I think we have expectations around quality and capability of motorcars which is way above what technology can guarantee - and while there might be a mean time to failure on a component (and most manufacturers do specify this at beyond warranty time period), mean time to failure will mean some components lasting 20 years and others failing in month 3
Thanks for reading and for your comments.
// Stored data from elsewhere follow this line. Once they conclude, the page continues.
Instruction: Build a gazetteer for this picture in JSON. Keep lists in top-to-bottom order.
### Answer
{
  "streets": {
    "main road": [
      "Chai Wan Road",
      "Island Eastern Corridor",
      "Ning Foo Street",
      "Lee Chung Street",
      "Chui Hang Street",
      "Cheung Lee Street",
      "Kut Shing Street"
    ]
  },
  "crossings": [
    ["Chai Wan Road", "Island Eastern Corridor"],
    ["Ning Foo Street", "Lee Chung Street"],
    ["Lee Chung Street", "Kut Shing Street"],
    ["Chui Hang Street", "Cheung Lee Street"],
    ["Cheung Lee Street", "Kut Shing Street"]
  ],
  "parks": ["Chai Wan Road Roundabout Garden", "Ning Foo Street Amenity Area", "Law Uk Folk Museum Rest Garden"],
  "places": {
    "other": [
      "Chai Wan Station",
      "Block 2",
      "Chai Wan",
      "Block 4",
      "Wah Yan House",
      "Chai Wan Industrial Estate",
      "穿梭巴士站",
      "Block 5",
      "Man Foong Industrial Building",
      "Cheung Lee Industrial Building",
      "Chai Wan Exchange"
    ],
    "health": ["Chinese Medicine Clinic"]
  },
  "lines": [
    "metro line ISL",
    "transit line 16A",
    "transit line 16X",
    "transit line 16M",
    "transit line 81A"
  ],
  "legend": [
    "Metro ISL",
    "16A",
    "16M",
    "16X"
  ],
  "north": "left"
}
In fairness to Hyundai, they do have a full five-year unlimited mileage warranty, including full AA breakdown cover. Only such things as bulbs, fuses and fan-belts aren't included. I take your point about nothing being infallible, but it's one thing if a window-winder motor, or screen-wash pump fails (as mine did, the week before this incident), though quite another for something that causes the power steering, handbrake, alternator, engine management system, and ABS braking system to to fail.

As it is, through good fortune, the breakdown arose in an urban area, in a 30MPH limit, where I as able to coast into a safe place before the engine died. The AA Patrol was there in minutes and was first class. On the journey home, he overheard me say to my wife "I'll ring the dealer and see if I can get loan car till ours is repaired". He said "No need to to do that - I'll arrange it for you". Next working day, one was delivered to our home.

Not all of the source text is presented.